WORK REQUIRED: Repeat the listing below exactly as given.
···
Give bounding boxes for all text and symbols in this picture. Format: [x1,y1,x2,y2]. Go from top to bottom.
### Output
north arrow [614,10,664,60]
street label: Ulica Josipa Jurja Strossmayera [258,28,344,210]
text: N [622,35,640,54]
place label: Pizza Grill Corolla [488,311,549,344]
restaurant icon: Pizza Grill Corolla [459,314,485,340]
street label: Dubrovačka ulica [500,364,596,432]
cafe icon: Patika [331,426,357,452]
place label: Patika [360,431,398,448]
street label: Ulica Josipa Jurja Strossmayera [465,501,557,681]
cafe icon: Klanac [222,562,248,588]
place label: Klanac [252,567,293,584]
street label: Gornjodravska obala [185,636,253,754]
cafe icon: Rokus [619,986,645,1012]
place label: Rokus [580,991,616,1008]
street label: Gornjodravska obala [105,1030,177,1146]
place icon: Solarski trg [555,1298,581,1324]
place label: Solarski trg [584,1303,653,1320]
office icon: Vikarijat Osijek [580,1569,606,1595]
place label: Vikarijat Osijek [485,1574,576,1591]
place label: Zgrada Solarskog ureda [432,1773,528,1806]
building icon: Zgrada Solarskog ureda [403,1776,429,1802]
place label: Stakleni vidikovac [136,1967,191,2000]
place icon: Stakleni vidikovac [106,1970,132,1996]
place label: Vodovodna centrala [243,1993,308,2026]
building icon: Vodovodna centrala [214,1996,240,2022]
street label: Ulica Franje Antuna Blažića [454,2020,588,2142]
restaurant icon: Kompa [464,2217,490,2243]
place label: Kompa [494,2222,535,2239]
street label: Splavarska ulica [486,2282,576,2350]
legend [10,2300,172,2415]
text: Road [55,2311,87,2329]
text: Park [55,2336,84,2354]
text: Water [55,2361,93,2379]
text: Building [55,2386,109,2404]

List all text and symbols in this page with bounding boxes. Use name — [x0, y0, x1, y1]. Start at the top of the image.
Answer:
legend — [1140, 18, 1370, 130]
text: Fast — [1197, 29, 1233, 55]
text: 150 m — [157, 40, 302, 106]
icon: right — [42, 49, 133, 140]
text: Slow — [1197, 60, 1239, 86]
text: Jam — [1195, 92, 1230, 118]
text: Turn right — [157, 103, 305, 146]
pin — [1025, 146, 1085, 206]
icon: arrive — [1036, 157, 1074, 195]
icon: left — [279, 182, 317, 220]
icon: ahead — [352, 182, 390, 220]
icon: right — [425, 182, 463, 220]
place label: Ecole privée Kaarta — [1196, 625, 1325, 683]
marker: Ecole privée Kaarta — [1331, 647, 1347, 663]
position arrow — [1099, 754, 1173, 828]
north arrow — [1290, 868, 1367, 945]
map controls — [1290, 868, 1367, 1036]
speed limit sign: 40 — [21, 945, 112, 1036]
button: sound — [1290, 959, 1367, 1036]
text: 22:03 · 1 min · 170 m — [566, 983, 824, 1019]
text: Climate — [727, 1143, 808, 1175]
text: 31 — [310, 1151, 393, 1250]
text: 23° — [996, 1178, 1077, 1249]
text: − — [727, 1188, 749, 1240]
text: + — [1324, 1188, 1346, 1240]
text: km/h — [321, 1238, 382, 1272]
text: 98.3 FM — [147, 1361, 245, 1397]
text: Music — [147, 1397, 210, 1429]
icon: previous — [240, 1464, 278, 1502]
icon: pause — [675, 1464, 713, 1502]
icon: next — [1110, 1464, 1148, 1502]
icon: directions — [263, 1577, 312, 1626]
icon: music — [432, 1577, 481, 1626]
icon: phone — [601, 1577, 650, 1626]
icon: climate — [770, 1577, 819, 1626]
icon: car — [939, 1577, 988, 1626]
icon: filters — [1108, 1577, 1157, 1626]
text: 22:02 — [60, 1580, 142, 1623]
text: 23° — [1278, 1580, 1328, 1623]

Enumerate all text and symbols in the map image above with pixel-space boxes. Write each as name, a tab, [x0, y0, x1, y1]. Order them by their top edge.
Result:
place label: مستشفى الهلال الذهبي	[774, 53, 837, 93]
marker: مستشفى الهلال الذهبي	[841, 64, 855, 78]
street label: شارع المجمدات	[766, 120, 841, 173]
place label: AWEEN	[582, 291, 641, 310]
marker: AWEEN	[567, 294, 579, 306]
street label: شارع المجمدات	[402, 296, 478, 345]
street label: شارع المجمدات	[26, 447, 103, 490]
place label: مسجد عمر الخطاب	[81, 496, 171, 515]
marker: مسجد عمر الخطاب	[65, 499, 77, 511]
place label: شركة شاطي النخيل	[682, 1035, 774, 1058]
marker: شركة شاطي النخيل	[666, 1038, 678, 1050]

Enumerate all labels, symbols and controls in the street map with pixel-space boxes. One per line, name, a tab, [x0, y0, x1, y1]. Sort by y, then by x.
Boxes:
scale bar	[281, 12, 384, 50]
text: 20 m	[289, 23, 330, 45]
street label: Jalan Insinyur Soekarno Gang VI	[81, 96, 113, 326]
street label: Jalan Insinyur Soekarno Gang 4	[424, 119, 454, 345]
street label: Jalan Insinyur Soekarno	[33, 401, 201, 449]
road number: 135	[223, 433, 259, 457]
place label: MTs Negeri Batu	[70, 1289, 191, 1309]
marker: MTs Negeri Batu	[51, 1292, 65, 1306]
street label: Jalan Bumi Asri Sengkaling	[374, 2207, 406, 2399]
···
RESPONSE TO THE EXERCISE:
Give bounding boxes for all text and symbols in this picture. Format: [x1,y1,x2,y2]. Go from top to bottom.
### Output
north arrow [614,10,664,60]
street label: Ulica Josipa Jurja Strossmayera [258,28,344,210]
text: N [622,35,640,54]
place label: Pizza Grill Corolla [488,311,549,344]
restaurant icon: Pizza Grill Corolla [459,314,485,340]
street label: Dubrovačka ulica [500,364,596,432]
cafe icon: Patika [331,426,357,452]
place label: Patika [360,431,398,448]
street label: Ulica Josipa Jurja Strossmayera [465,501,557,681]
cafe icon: Klanac [222,562,248,588]
place label: Klanac [252,567,293,584]
street label: Gornjodravska obala [185,636,253,754]
cafe icon: Rokus [619,986,645,1012]
place label: Rokus [580,991,616,1008]
street label: Gornjodravska obala [105,1030,177,1146]
place icon: Solarski trg [555,1298,581,1324]
place label: Solarski trg [584,1303,653,1320]
office icon: Vikarijat Osijek [580,1569,606,1595]
place label: Vikarijat Osijek [485,1574,576,1591]
place label: Zgrada Solarskog ureda [432,1773,528,1806]
building icon: Zgrada Solarskog ureda [403,1776,429,1802]
place label: Stakleni vidikovac [136,1967,191,2000]
place icon: Stakleni vidikovac [106,1970,132,1996]
place label: Vodovodna centrala [243,1993,308,2026]
building icon: Vodovodna centrala [214,1996,240,2022]
street label: Ulica Franje Antuna Blažića [454,2020,588,2142]
restaurant icon: Kompa [464,2217,490,2243]
place label: Kompa [494,2222,535,2239]
street label: Splavarska ulica [486,2282,576,2350]
legend [10,2300,172,2415]
text: Road [55,2311,87,2329]
text: Park [55,2336,84,2354]
text: Water [55,2361,93,2379]
text: Building [55,2386,109,2404]

List all text and symbols in this page with bounding boxes. Use name — [x0, y0, x1, y1]. Start at the top of the image.
Answer:
legend — [1140, 18, 1370, 130]
text: Fast — [1197, 29, 1233, 55]
text: 150 m — [157, 40, 302, 106]
icon: right — [42, 49, 133, 140]
text: Slow — [1197, 60, 1239, 86]
text: Jam — [1195, 92, 1230, 118]
text: Turn right — [157, 103, 305, 146]
pin — [1025, 146, 1085, 206]
icon: arrive — [1036, 157, 1074, 195]
icon: left — [279, 182, 317, 220]
icon: ahead — [352, 182, 390, 220]
icon: right — [425, 182, 463, 220]
place label: Ecole privée Kaarta — [1196, 625, 1325, 683]
marker: Ecole privée Kaarta — [1331, 647, 1347, 663]
position arrow — [1099, 754, 1173, 828]
north arrow — [1290, 868, 1367, 945]
map controls — [1290, 868, 1367, 1036]
speed limit sign: 40 — [21, 945, 112, 1036]
button: sound — [1290, 959, 1367, 1036]
text: 22:03 · 1 min · 170 m — [566, 983, 824, 1019]
text: Climate — [727, 1143, 808, 1175]
text: 31 — [310, 1151, 393, 1250]
text: 23° — [996, 1178, 1077, 1249]
text: − — [727, 1188, 749, 1240]
text: + — [1324, 1188, 1346, 1240]
text: km/h — [321, 1238, 382, 1272]
text: 98.3 FM — [147, 1361, 245, 1397]
text: Music — [147, 1397, 210, 1429]
icon: previous — [240, 1464, 278, 1502]
icon: pause — [675, 1464, 713, 1502]
icon: next — [1110, 1464, 1148, 1502]
icon: directions — [263, 1577, 312, 1626]
icon: music — [432, 1577, 481, 1626]
icon: phone — [601, 1577, 650, 1626]
icon: climate — [770, 1577, 819, 1626]
icon: car — [939, 1577, 988, 1626]
icon: filters — [1108, 1577, 1157, 1626]
text: 22:02 — [60, 1580, 142, 1623]
text: 23° — [1278, 1580, 1328, 1623]

Enumerate all text and symbols in the map image above with pixel-space boxes. Write each as name, a tab, [x0, y0, x1, y1]. Order them by their top edge.
Result:
place label: مستشفى الهلال الذهبي	[774, 53, 837, 93]
marker: مستشفى الهلال الذهبي	[841, 64, 855, 78]
street label: شارع المجمدات	[766, 120, 841, 173]
place label: AWEEN	[582, 291, 641, 310]
marker: AWEEN	[567, 294, 579, 306]
street label: شارع المجمدات	[402, 296, 478, 345]
street label: شارع المجمدات	[26, 447, 103, 490]
place label: مسجد عمر الخطاب	[81, 496, 171, 515]
marker: مسجد عمر الخطاب	[65, 499, 77, 511]
place label: شركة شاطي النخيل	[682, 1035, 774, 1058]
marker: شركة شاطي النخيل	[666, 1038, 678, 1050]

Enumerate all labels, symbols and controls in the street map with pixel-space boxes. One per line, name, a tab, [x0, y0, x1, y1]. Sort by y, then by x.
Boxes:
scale bar	[281, 12, 384, 50]
text: 20 m	[289, 23, 330, 45]
street label: Jalan Insinyur Soekarno Gang VI	[81, 96, 113, 326]
street label: Jalan Insinyur Soekarno Gang 4	[424, 119, 454, 345]
street label: Jalan Insinyur Soekarno	[33, 401, 201, 449]
road number: 135	[223, 433, 259, 457]
place label: MTs Negeri Batu	[70, 1289, 191, 1309]
marker: MTs Negeri Batu	[51, 1292, 65, 1306]
street label: Jalan Bumi Asri Sengkaling	[374, 2207, 406, 2399]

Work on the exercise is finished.